(Records drawn from a dataset)
===============

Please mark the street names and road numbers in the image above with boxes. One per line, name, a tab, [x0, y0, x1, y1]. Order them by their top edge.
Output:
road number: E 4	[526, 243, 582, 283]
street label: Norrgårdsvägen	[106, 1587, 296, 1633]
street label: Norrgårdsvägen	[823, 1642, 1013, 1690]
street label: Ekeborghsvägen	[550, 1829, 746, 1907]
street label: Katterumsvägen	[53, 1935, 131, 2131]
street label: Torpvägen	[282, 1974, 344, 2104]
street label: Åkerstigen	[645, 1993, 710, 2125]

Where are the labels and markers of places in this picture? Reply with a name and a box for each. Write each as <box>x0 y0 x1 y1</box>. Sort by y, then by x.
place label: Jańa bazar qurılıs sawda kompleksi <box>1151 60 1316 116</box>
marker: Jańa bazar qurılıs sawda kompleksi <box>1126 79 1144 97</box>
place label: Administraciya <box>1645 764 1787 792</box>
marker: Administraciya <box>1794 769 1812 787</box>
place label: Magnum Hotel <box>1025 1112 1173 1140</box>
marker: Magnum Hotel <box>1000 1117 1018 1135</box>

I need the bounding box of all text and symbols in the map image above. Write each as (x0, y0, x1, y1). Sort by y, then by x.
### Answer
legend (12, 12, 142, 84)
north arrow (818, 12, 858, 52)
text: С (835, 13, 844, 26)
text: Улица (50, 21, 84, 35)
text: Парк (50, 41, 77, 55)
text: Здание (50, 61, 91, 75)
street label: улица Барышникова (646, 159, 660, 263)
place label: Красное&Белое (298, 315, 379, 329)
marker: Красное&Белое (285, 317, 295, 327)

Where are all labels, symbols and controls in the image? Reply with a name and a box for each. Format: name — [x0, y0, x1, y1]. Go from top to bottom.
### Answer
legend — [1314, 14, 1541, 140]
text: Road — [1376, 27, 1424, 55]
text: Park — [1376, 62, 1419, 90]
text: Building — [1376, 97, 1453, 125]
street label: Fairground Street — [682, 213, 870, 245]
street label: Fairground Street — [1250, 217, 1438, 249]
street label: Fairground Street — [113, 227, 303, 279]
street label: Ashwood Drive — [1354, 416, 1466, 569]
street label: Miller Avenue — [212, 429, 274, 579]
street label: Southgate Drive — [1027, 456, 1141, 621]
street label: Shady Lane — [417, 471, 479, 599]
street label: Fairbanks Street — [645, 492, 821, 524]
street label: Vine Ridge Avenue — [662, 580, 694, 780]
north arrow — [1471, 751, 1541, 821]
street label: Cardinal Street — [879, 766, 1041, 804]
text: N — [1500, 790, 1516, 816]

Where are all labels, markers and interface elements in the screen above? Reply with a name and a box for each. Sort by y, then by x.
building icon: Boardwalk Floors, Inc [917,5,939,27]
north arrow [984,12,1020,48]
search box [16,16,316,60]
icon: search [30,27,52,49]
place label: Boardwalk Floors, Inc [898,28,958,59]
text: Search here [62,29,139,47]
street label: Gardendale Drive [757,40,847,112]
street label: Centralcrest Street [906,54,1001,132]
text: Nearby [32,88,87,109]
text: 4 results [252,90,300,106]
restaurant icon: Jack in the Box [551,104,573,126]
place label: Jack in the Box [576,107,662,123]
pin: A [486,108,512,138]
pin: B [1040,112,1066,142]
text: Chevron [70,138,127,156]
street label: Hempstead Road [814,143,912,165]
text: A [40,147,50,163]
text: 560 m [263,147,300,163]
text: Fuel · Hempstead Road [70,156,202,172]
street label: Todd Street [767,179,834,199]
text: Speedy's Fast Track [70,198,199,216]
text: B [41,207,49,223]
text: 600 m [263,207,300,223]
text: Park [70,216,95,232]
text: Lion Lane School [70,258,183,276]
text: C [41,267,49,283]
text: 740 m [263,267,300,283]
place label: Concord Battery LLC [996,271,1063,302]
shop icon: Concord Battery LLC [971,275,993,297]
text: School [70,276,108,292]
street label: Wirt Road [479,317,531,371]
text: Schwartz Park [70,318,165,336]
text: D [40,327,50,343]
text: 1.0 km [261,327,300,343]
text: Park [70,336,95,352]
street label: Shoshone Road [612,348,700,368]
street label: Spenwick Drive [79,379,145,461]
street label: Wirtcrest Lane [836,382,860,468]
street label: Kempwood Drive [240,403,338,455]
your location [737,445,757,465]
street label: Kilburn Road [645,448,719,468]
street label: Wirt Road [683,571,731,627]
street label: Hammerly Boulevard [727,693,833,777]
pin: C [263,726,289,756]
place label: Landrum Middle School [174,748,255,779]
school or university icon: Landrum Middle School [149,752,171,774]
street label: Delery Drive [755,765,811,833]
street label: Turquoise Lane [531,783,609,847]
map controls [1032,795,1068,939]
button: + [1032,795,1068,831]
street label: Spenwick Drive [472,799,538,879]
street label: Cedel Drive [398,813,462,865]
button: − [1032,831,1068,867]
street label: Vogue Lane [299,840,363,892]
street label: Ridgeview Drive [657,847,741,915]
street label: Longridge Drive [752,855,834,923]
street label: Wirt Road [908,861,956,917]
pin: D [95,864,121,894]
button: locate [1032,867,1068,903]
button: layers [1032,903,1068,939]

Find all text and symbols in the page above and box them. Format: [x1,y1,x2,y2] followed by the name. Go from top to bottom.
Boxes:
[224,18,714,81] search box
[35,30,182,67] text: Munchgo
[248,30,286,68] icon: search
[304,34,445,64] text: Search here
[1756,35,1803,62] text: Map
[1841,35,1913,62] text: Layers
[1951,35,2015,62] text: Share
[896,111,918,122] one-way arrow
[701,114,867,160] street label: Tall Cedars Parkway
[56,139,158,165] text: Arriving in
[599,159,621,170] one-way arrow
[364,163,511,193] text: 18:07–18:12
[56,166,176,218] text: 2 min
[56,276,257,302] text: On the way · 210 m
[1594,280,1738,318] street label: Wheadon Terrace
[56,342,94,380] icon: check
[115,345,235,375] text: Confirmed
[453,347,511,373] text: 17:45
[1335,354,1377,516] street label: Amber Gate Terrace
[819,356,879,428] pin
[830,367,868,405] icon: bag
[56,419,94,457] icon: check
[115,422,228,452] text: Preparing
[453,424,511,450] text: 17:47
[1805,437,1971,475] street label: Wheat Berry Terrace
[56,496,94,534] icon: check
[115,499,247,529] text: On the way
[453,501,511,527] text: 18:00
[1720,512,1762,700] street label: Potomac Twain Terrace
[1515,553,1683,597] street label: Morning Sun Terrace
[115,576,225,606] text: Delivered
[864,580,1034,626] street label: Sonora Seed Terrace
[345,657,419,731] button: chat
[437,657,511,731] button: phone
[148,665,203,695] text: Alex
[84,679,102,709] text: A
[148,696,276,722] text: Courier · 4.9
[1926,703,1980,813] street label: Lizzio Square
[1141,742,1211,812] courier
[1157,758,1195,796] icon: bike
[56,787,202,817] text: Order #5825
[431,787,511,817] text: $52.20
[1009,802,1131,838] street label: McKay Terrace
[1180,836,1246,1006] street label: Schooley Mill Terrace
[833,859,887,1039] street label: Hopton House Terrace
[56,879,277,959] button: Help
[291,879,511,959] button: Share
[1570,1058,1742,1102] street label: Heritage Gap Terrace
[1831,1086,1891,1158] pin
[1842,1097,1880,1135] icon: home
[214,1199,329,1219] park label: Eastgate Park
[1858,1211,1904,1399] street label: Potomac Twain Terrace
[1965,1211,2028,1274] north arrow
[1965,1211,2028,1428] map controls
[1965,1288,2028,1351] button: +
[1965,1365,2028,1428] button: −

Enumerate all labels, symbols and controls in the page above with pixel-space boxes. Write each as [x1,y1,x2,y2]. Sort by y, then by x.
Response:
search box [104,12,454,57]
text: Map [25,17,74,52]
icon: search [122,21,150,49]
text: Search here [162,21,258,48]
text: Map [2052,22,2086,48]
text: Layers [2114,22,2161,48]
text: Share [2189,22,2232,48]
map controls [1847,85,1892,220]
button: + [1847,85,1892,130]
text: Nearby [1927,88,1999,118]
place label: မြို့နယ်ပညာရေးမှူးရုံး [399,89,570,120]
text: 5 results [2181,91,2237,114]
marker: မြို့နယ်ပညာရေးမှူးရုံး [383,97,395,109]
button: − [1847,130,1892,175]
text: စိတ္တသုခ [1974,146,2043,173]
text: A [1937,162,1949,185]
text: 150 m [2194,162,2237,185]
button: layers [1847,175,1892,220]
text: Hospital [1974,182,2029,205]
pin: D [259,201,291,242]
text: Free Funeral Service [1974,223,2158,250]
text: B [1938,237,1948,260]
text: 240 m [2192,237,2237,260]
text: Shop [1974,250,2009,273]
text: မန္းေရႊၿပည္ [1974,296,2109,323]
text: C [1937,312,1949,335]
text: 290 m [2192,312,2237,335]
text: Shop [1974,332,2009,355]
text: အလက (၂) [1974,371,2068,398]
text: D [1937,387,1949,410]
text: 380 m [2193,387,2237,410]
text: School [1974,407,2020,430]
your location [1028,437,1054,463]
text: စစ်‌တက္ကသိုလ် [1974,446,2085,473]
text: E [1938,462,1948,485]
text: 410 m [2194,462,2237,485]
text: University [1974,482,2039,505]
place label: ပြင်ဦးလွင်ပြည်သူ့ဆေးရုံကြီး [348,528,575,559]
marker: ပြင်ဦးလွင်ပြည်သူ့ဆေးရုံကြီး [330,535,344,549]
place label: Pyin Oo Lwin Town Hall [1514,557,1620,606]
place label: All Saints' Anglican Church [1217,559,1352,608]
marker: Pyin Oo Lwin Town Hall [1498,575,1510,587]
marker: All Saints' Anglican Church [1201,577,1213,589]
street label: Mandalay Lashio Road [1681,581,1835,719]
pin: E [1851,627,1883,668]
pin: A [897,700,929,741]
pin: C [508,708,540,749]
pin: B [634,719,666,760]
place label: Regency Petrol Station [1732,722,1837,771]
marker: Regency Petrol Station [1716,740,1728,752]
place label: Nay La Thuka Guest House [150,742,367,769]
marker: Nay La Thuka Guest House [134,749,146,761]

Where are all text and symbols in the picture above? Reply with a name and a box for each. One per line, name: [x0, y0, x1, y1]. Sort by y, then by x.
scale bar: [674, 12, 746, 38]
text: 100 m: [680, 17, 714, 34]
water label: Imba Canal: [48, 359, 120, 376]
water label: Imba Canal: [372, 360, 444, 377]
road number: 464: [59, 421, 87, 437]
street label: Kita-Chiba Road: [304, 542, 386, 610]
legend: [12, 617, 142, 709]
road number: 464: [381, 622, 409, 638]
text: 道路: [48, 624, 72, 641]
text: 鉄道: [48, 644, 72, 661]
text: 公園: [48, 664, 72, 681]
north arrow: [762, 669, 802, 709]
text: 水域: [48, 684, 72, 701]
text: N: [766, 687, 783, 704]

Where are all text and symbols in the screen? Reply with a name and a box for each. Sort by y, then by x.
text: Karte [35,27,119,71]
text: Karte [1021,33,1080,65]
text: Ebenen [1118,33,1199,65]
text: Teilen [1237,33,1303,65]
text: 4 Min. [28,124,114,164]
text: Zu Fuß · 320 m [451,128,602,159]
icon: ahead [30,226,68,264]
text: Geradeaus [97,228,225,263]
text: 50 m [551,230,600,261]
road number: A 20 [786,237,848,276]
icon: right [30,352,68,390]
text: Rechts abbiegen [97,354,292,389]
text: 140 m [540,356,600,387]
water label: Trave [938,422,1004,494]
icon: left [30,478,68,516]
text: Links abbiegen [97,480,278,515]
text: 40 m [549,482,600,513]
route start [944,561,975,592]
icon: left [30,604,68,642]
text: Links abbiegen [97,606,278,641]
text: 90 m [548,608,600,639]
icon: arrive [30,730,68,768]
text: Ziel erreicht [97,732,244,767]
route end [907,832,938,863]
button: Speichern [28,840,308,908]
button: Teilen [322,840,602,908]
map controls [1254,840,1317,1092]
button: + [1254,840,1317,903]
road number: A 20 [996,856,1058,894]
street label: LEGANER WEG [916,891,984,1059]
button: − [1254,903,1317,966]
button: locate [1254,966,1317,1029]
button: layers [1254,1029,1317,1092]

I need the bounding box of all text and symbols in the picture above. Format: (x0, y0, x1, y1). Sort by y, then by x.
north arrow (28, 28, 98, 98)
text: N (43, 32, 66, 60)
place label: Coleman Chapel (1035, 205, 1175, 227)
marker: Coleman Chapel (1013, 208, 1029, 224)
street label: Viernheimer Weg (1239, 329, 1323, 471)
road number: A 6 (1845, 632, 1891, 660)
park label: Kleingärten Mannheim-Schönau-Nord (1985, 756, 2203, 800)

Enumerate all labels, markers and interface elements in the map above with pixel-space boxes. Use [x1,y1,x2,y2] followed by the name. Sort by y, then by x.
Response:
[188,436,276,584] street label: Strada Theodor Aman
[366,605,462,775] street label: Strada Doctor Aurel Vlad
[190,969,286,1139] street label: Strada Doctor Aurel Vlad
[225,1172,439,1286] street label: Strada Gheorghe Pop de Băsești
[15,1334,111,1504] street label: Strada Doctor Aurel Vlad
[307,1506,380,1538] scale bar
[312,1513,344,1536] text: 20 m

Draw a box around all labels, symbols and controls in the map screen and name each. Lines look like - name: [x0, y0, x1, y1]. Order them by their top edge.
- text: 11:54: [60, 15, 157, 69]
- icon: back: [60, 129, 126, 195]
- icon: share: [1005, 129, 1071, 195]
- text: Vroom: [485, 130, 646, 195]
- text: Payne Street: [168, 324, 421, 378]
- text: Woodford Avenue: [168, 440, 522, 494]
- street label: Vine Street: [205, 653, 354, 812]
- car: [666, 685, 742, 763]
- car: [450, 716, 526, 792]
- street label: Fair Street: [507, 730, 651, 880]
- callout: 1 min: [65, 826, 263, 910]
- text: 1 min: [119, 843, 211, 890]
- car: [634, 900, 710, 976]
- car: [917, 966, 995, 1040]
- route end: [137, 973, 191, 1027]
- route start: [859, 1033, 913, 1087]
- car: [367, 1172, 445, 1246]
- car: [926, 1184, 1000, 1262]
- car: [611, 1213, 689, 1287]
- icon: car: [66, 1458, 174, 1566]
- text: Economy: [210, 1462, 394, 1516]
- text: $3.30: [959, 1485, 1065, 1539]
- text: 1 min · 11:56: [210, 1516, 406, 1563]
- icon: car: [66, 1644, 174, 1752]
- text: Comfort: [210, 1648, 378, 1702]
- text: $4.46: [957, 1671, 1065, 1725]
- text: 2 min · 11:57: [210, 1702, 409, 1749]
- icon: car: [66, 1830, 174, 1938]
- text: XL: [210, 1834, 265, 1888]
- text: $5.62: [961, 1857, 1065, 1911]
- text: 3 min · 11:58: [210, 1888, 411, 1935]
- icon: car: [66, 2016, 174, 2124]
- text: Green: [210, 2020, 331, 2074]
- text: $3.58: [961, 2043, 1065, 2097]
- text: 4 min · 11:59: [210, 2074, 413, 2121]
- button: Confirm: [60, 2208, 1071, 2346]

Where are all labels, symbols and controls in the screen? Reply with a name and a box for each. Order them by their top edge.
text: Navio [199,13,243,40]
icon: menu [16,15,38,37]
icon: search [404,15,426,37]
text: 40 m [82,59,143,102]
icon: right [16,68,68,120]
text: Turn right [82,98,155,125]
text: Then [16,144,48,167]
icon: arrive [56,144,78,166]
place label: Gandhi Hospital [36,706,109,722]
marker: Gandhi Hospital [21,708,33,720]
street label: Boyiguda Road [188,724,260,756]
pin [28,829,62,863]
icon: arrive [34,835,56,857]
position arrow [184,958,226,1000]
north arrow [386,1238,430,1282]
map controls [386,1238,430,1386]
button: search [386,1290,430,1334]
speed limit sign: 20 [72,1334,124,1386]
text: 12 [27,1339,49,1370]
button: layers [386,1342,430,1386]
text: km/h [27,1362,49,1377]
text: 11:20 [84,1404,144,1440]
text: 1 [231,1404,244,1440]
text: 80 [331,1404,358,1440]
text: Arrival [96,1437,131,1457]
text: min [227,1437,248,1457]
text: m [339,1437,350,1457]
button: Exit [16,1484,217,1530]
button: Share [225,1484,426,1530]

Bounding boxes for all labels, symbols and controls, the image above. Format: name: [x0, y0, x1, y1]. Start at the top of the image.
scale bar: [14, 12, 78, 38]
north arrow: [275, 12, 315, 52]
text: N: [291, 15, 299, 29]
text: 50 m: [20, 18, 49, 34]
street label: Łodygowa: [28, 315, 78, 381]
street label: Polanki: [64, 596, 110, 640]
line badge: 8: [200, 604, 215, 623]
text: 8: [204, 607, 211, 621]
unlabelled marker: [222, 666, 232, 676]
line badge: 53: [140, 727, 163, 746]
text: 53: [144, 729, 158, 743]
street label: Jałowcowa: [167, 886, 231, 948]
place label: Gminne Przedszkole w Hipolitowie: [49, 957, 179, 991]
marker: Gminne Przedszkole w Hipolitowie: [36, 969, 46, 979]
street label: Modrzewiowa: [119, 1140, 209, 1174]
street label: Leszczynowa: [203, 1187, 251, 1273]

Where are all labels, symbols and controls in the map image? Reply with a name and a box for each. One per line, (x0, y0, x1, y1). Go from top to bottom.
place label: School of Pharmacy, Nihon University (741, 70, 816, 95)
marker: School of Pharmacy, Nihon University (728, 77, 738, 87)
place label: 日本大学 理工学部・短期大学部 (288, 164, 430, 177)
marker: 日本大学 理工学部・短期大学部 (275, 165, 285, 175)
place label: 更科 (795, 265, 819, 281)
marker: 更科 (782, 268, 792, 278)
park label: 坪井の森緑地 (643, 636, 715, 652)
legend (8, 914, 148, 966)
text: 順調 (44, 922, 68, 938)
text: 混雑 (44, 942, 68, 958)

===============

§ Exercise
Answer with a number only: how many lines above include the word "page"?

§ Solution to the problem
2